Mr. Herbert Spencer has contended that, in certain modifications, natural selection is excluded on the grounds of the extreme complexity of the changes, and adduces the case of the Irish "elk" with its huge antlers, and the giraffe with its specially modified structure. He points out that in either case the conspicuous modification—the gigantic antlers or the long neck—involves a multitude of changes affecting many and sometimes distant parts of the body. Not only have the enormous antlers involved changes in the skull, the bones of the neck, the muscles, blood-vessels, and nerves of this region, but changes also in the fore limbs; while the long neck of the giraffe has brought with it a complete change of gait, the co-ordinated movements of the hind limbs sharing in the general modification. Mr. Spencer, therefore, argues that it is difficult to believe that these multitudinous co-ordinated modifications are the result of fortuitous variations seized upon by natural selection. For natural selection would have to wait for the fortunate coincidence of a great number of distinct parts, all happening to vary just in the particular way required. That natural selection should seize upon the favourable modification of a particular part is comprehensible enough; that two organs should coincidently vary in favourable directions we can understand; that half a dozen parts should, in a few individuals among the thousands born, by a happy coincidence, vary each independently in the right way is conceivable; but that the whole organization should be remodelled by fortunately coincident and fortuitously favourable variations is not readily comprehensible. It may be answered—Notwithstanding all this, we know that such happy coincidences have occurred, for there is the resulting giraffe.
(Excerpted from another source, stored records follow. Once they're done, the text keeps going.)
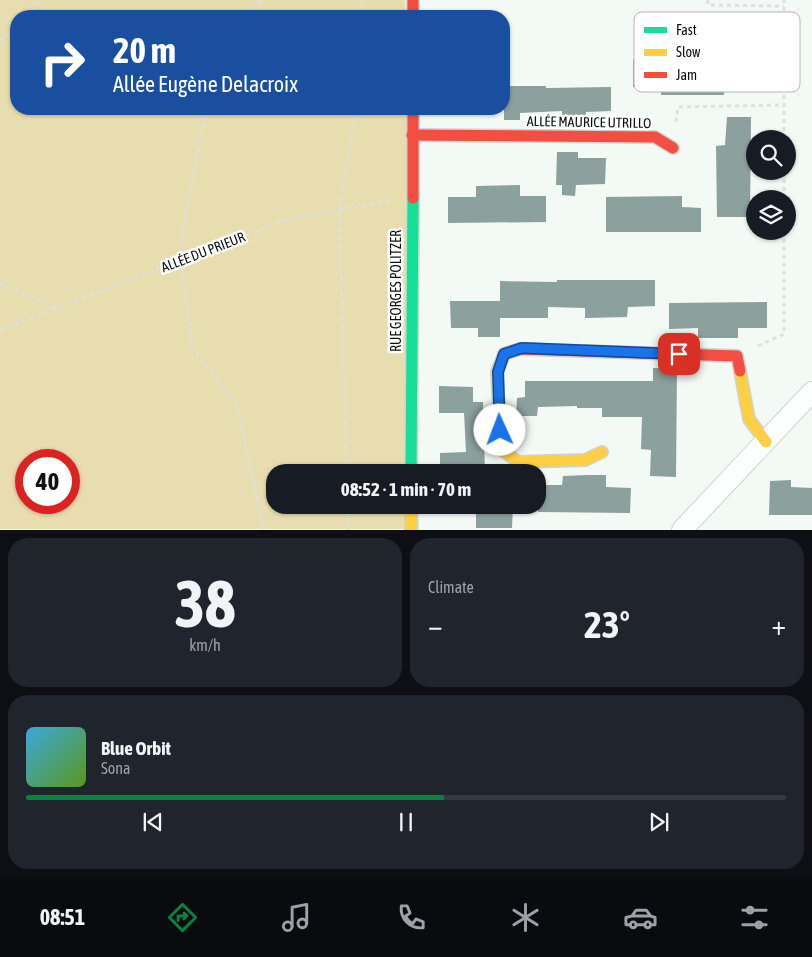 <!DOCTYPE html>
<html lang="en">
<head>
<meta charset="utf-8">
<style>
  :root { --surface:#171b24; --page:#20242c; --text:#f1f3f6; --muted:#9ea1a6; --line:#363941; --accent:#0b8043 }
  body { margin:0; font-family:"Asap Condensed",sans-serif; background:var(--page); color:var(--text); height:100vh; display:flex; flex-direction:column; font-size:19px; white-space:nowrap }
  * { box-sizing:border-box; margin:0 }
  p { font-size:16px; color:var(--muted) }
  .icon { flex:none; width:28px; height:28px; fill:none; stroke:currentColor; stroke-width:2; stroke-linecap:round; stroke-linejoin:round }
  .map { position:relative; height:530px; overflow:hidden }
  .sheet { display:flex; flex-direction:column; gap:8px; padding:8px; background:#0d0f14; flex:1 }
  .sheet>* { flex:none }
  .banner { position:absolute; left:10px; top:10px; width:500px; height:105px; border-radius:20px; box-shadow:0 1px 4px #0004; background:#1a4fa0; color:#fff; overflow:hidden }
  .buttons { position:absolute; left:746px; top:130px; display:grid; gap:10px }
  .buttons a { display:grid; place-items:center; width:50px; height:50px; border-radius:50%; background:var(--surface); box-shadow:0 1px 4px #0004; font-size:25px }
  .speed { position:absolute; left:15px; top:449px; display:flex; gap:10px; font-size:25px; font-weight:700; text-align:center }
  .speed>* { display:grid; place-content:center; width:65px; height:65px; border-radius:50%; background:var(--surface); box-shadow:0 1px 4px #0004; line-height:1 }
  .speed .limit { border:8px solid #d22; background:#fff; color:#111 }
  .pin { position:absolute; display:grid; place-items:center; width:42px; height:42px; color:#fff; margin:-21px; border-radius:10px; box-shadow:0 2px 8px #0006 }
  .me { position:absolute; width:55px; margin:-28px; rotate:358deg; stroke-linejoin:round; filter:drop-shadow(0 0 4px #0008) }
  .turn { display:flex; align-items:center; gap:18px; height:105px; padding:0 20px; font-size:22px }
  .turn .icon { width:65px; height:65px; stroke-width:2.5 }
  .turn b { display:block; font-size:35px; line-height:42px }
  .big { font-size:38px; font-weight:700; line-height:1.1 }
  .sheet .tile { flex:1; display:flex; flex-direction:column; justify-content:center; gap:8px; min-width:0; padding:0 18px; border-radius:20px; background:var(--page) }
  .sheet .dial { align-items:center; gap:0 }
  .dial b { font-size:65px; line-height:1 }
  .song { display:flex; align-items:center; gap:15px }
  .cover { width:60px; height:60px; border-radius:8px; background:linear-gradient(135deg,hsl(200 70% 55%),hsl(90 70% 35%)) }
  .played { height:5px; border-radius:2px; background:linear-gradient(90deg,var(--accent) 55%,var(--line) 55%) }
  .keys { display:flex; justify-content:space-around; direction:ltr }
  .heat { display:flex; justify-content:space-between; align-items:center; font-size:28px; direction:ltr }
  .sheet .tiles { flex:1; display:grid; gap:8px; grid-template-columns:1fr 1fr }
  .tile:last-child { grid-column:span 2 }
  .trip { position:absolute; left:266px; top:464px; width:280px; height:50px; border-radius:20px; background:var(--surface); box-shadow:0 1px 4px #0004; font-weight:700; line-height:50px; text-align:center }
  .tab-bar { display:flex; height:80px; justify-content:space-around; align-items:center; background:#090b0e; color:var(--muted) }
  .tab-bar .icon { width:35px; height:35px }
  .tab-bar .current { color:var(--accent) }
  .tab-bar b { font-size:22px; color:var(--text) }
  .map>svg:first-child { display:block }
</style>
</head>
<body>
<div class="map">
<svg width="812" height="530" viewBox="0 0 812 530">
  <rect width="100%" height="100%" fill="#f3f9f5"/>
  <!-- forest -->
  <path fill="#e7ddaf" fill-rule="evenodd" d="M0,0H405L406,16H16V109H409L418,472H275V505H418L419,529H0ZM26,460H69V502H26Z"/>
  <!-- building -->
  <g fill="#8ca09d">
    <path d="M633,59L725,61L724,95H661V87H633Z"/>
    <path d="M504,86H546V88L611,87V111L586,112V121H562V111L520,113V120H504Z"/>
    <path d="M727,117H751L750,217H717L716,146L725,145Z"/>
    <path d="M557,152H578V158H606L605,184L576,185L575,196L562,195V185H556Z"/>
    <path d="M520,185V196H546V222L448,223V197H476V186Z"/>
    <path d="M682,196V207L701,208V232H606V197Z"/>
    <path d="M557,280H655V306L628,307L627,317L585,318V308L548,307V318H500V337H478V328H451L450,301H500V281L557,282Z"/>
    <path d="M767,302V328H738V338H698V328L669,329V303Z"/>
    <path d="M653,368L677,369L676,477L650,476L651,450L641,449L642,417H602V408H577V406L538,407L537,416H516L517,398L525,397V381H653Z"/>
    <path d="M439,386L473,387V402H483L485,472H440V453L466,452L464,413H439Z"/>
    <path d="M586,475H606V487L631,488L630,513L538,512V485H562L563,476Z"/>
    <path d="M791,480V487L812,488V515H769L770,481Z"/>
    <path d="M476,505H513L512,528H476Z"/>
  </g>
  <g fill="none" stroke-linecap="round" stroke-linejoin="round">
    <!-- street casing -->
    <g stroke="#cfd3d0" stroke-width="22">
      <path id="street" d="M682,530L812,392"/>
    </g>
    <!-- fast casing -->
    <g stroke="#cfd3d0" stroke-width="14">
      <path id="fast" d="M411,472L413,198"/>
    </g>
    <!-- slow casing -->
    <g stroke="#cfd3d0" stroke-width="14">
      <g id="slow">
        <path d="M520,349L504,354L497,372L501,449L518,462L585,460L602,452"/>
        <path d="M740,371L749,419L766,442"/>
        <path d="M411,505V530"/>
      </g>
    </g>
    <!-- jam casing -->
    <g stroke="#cfd3d0" stroke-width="14">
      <g id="jam">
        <path d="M413,0V16"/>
        <path d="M412,135L655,137L673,148"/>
        <path d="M413,198V109"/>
        <path d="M520,349L737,356L740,371"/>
      </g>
    </g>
    <!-- path -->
    <g stroke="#dee0de" stroke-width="3" stroke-dasharray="4 4" stroke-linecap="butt">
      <path d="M708,0V5L784,6"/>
      <path d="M25,16L41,0"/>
      <path d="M248,16L261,0"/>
      <path d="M362,16V0"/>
      <path d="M0,41L16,25"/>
      <path d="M209,109L204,121L182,234L181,259L192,347L237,405L264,530"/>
      <path d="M676,122L678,107L784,105"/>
      <path d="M784,139V0"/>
      <path d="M784,199V171"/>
      <path d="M0,283L56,308"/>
      <path d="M0,330L285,220L390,201"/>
      <path d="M758,346L784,334V231"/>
      <path d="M347,472L339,211L356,109"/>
      <path d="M348,505V530"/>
    </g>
    <!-- street -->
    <use href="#street" stroke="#fdfefe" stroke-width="20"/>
    <!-- fast -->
    <use href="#fast" stroke="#16e098" stroke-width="11"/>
    <!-- slow -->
    <use href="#slow" stroke="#ffcf43" stroke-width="11"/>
    <!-- jam -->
    <use href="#jam" stroke="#f24e42" stroke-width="11"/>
  </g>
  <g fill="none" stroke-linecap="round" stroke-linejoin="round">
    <!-- route casing -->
    <g stroke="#114b97" stroke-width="12">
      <path id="route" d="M500,430L498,372L504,354L522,348L679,354"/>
    </g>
    <!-- route -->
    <use href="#route" stroke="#1a73e8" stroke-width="9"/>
  </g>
  <g text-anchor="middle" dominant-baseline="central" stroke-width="5" stroke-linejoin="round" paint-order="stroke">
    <!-- street labels -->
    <g font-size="14" fill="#0b0e0c" stroke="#fff">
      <text transform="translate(589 122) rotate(1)">ALLÉE MAURICE UTRILLO</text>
      <text transform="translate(203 252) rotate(-21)">ALLÉE DU PRIEUR</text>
      <text transform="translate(396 291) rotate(-90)">RUE GEORGES POLITZER</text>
    </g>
  </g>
  <!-- legend -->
  <rect x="634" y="12" width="166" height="80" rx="8" fill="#fff" stroke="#b6b7b6" stroke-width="1"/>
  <rect x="644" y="27" width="23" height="6" fill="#16e098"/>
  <rect x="644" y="49" width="23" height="7" fill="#ffcf43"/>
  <rect x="644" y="72" width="23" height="6" fill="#f24e42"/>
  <g font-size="14" fill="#0b0e0c">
    <text x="676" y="35">Fast</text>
    <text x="676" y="57">Slow</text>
    <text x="676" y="80">Jam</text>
  </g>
</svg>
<div class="buttons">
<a><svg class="icon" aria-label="search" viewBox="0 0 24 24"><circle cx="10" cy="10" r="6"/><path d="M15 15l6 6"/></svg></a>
<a><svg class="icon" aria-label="layers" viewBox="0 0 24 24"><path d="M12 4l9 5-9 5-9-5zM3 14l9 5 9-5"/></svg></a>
</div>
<div class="speed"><div class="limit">40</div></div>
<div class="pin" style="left:679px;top:354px;background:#d93025"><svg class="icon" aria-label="arrive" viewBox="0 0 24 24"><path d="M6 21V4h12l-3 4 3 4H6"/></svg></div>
<svg class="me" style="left:500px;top:430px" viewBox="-20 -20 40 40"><circle r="19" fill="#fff"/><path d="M0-13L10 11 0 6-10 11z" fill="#1a73e8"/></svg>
<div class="trip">08:52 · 1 min · 70 m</div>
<div class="banner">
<div class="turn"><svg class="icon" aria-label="right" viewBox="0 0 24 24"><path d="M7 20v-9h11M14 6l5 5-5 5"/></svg><div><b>20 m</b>Allée Eugène Delacroix</div></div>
</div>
</div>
<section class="sheet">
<div class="tiles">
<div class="tile dial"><b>38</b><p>km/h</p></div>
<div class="tile"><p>Climate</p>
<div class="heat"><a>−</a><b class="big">23°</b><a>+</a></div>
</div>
<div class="tile">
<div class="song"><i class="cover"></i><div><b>Blue Orbit</b><p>Sona</p></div></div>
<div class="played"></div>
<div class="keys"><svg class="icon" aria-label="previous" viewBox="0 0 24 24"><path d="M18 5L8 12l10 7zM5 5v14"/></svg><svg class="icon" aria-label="pause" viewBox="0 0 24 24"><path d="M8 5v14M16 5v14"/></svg><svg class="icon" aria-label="next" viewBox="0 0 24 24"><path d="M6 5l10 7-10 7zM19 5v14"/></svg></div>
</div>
</div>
</section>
<nav class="tab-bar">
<b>08:51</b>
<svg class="icon current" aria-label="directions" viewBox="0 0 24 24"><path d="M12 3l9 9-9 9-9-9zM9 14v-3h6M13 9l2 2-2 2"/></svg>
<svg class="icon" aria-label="music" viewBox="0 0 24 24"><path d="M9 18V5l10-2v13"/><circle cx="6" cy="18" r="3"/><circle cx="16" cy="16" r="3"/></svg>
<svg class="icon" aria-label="phone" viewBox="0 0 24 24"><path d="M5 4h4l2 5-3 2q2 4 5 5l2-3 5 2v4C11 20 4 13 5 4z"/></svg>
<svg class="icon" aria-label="climate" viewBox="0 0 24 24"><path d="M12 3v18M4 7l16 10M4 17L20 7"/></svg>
<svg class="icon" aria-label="car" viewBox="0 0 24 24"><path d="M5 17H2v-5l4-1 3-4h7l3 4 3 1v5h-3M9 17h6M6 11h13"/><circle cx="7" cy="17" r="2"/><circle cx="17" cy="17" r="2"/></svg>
<svg class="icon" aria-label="filters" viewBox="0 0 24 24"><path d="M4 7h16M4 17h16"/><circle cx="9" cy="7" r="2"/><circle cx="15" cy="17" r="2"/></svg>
</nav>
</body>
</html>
The question, however, is not whether these modifications have occurred or not, but whether they are due to fortuitous variation alone, or have been guided by functional use. The argument seems to me to have weight.[DI]
Still, we should remember that among neuter ants—for example, in the Sauba ant of South America (Oecodoma cephalotes)—there are certain so-called soldiers with relatively enormous heads and mandibles. The possession of these parts so inordinately developed must necessitate many correlated changes. But these cannot be due to inherited use, since such soldiers are sterile.